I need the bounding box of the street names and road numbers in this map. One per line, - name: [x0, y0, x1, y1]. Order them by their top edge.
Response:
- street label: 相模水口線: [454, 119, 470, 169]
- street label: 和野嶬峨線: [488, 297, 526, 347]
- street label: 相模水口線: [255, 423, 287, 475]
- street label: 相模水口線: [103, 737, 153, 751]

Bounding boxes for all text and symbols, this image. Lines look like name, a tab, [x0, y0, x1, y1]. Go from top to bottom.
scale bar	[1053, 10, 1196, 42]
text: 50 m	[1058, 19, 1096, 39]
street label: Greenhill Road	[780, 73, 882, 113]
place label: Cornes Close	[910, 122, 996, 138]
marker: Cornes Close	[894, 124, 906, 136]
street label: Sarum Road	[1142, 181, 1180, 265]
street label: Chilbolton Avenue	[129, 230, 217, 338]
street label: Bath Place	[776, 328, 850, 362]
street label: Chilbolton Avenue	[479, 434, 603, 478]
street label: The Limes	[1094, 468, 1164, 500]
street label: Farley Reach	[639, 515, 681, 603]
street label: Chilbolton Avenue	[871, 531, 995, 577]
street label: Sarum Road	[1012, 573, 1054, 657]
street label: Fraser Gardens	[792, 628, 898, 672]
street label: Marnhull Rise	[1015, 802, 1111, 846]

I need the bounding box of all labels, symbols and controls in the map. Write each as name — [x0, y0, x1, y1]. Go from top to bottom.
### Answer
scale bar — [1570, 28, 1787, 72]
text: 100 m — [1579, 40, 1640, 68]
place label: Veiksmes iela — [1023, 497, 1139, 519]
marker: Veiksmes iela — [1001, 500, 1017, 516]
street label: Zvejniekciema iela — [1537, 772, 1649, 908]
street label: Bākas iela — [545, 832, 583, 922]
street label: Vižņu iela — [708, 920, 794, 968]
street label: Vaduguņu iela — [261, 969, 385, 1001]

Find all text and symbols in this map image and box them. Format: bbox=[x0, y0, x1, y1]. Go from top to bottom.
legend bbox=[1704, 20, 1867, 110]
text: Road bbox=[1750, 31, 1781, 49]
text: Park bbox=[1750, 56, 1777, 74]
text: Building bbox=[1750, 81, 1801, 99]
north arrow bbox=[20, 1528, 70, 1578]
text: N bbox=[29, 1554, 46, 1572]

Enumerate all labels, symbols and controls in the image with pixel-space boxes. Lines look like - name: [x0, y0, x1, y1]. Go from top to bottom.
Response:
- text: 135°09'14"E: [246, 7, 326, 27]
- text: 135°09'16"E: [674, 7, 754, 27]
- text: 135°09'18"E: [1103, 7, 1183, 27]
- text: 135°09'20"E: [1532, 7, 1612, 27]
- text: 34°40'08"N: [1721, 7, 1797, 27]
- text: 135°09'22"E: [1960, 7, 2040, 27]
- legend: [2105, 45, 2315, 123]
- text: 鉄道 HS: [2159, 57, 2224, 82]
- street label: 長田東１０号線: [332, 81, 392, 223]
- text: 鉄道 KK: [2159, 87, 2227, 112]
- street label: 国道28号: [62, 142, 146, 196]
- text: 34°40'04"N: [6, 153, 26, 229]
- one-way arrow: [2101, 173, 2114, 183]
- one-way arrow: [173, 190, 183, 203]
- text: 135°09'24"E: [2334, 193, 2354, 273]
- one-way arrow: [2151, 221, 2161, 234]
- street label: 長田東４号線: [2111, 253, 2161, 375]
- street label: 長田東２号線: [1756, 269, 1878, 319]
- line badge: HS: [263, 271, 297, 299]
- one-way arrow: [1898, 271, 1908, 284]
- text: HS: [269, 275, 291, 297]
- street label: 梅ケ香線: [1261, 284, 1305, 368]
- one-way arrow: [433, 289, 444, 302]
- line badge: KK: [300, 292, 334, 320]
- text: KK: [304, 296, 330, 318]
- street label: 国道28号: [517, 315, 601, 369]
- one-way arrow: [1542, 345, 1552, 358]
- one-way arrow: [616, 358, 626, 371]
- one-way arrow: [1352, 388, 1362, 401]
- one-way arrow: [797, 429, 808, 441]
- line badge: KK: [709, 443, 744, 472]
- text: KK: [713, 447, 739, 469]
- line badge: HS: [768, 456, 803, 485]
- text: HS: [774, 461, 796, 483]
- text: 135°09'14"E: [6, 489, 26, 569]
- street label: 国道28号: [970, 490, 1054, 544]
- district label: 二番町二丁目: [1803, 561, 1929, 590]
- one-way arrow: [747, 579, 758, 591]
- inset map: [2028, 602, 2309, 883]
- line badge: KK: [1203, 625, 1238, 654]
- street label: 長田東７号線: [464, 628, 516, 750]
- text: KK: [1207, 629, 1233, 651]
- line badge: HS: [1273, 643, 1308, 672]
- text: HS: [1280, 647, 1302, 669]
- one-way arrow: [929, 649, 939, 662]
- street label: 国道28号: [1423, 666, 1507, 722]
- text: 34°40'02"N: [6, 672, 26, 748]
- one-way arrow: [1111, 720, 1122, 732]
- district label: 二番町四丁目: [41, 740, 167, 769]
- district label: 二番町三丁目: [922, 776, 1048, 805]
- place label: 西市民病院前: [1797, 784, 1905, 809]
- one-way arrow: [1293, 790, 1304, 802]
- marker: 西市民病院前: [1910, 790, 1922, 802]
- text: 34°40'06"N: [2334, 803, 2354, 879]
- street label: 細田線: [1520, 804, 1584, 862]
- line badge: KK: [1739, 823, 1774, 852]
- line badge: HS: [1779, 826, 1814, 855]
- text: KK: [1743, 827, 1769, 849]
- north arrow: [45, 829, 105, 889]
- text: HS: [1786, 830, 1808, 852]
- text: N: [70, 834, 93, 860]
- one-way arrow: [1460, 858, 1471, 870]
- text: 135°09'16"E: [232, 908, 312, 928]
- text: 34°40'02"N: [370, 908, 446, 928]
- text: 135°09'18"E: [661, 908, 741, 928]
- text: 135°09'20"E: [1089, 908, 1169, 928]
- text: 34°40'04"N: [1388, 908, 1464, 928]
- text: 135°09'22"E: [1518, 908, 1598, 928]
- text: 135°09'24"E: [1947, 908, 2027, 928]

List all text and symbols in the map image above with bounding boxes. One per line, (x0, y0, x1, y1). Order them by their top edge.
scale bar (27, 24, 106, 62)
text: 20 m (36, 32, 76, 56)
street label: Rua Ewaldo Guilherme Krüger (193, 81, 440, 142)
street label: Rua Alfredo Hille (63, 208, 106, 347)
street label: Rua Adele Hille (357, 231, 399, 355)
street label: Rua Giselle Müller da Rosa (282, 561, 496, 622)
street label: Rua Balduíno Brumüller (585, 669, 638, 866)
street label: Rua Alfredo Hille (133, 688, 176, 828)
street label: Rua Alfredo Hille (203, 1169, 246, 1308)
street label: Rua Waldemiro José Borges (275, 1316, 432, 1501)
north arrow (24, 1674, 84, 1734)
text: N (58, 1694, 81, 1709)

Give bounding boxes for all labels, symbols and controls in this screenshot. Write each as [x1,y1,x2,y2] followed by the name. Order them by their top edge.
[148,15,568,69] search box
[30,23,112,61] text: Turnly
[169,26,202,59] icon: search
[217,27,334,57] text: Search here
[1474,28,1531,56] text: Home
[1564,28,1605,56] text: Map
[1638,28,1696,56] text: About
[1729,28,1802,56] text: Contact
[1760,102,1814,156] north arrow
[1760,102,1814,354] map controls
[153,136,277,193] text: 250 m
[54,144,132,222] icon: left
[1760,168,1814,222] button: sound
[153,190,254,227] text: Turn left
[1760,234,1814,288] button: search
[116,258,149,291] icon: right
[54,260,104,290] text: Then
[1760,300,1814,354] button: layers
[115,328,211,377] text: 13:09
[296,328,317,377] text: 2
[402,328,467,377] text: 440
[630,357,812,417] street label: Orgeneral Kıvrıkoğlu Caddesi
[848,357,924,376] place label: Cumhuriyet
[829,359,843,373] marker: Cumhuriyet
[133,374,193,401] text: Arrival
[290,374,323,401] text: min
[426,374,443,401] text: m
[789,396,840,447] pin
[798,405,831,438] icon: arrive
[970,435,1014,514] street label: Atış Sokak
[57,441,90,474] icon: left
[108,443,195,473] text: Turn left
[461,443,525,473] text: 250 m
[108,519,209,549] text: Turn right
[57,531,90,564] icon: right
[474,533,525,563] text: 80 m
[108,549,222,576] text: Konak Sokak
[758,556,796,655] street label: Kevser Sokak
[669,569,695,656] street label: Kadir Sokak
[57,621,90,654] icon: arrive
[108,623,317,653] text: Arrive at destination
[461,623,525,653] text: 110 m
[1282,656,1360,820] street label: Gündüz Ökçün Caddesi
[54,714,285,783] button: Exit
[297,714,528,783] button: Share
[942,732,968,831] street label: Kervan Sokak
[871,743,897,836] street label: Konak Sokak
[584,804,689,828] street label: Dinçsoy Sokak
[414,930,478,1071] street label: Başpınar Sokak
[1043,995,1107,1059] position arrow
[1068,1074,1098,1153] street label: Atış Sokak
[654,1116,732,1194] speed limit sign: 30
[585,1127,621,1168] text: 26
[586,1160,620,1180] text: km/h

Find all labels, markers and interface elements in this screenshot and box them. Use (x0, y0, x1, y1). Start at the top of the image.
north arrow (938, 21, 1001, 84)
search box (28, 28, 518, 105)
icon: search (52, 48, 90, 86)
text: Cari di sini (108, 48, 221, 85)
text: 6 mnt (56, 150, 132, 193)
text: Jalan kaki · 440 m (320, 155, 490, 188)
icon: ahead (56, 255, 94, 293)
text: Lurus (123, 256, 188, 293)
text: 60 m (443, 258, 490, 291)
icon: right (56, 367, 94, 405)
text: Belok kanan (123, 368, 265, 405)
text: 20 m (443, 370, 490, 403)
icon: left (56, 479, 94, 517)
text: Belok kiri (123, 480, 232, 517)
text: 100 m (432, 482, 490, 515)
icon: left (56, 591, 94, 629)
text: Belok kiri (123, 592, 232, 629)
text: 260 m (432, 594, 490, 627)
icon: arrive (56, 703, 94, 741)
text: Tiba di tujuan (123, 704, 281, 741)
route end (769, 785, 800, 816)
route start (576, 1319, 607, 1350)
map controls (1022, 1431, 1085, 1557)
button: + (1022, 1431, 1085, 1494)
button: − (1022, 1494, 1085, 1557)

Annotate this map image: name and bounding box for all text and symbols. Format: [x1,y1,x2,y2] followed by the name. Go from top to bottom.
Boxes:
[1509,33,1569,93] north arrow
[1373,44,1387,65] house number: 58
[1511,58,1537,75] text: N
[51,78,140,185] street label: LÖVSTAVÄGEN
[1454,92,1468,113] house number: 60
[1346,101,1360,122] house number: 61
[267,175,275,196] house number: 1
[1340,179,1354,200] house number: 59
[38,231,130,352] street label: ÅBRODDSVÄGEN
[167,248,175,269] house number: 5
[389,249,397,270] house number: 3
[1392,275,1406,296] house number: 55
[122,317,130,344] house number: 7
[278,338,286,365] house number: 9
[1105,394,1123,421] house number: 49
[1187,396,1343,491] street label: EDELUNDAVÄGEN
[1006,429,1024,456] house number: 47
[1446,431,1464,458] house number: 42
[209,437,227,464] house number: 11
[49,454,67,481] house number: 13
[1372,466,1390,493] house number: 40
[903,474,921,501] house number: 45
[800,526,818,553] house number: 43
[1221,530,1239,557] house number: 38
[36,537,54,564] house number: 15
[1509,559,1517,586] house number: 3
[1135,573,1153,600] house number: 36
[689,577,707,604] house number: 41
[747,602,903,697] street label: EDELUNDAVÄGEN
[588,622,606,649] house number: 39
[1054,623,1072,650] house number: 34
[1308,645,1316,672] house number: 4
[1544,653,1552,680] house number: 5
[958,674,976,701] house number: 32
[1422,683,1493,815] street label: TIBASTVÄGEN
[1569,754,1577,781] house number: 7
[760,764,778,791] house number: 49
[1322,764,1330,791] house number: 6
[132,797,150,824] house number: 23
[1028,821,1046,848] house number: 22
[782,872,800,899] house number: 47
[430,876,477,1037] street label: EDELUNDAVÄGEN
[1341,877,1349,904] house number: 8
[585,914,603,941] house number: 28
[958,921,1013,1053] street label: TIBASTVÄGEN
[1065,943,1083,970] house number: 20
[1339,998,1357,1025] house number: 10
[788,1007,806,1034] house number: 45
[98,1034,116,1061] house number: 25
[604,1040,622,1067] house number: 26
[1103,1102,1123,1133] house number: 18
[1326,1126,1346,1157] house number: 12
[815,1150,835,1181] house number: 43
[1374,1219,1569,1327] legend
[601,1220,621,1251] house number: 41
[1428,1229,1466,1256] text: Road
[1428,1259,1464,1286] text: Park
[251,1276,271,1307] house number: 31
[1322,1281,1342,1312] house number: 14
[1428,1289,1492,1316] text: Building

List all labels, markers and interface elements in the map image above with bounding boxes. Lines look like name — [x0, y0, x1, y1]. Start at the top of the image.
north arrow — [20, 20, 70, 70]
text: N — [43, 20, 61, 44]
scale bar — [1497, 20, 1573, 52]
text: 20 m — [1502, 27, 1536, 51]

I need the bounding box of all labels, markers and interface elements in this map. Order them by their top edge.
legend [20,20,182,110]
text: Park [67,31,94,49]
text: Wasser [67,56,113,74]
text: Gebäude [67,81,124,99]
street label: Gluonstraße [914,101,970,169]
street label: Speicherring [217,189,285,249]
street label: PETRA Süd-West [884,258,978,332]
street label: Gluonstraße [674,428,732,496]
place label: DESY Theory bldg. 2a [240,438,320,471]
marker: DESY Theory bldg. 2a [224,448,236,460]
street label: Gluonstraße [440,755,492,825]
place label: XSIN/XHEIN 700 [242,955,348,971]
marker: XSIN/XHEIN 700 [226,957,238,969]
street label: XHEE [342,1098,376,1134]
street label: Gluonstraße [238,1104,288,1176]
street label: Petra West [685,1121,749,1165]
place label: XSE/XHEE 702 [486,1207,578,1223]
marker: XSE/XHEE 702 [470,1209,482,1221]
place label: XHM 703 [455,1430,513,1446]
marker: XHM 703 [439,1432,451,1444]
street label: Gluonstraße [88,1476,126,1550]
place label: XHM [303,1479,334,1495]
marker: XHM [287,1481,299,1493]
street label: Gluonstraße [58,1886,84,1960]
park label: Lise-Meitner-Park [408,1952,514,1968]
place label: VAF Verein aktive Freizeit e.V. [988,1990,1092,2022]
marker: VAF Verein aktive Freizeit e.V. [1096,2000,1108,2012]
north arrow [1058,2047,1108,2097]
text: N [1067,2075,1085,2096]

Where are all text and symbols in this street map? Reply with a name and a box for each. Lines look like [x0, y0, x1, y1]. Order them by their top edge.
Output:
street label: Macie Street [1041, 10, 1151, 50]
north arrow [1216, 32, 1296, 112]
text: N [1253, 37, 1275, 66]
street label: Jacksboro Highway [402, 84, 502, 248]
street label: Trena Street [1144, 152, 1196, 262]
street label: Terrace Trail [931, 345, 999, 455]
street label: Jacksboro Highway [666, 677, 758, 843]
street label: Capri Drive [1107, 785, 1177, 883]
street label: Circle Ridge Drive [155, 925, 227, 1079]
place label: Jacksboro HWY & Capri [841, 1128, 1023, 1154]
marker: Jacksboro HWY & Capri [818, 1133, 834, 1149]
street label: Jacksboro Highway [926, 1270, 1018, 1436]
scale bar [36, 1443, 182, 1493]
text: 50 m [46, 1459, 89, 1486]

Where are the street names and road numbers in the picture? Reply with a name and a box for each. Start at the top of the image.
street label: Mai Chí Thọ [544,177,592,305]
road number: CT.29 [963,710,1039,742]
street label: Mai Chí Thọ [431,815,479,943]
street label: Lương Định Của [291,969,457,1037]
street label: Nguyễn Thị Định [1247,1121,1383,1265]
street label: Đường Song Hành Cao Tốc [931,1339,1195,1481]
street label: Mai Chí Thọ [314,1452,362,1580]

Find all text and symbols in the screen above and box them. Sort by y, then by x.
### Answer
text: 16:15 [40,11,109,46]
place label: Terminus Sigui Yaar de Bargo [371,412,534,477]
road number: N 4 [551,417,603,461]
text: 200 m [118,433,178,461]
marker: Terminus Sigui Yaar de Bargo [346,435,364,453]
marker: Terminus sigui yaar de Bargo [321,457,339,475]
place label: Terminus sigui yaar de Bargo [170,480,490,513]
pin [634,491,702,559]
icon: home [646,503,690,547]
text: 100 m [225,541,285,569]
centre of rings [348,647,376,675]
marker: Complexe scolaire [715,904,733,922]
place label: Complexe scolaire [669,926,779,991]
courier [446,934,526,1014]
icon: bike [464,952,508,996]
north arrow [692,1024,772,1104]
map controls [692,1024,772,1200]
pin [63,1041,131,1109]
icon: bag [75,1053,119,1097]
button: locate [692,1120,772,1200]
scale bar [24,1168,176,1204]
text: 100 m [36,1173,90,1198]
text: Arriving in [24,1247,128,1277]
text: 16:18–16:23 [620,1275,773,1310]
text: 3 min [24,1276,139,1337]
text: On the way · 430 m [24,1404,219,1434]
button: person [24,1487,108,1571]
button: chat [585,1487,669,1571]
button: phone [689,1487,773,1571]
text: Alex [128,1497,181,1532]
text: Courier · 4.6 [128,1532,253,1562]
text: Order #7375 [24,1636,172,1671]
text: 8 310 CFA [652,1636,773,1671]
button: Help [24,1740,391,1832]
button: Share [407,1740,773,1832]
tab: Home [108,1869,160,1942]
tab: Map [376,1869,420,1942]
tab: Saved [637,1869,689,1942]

-- -- --

**What you should do**
Which lines above hold the string "Where"? Show each of them.

**Result of this exercise**
Where are all text and symbols in this street map? Reply with a name and a box for each. Lines look like [x0, y0, x1, y1]. Order them by their top edge.
Where are the street names and road numbers in the picture? Reply with a name and a box for each. Start at the top of the image.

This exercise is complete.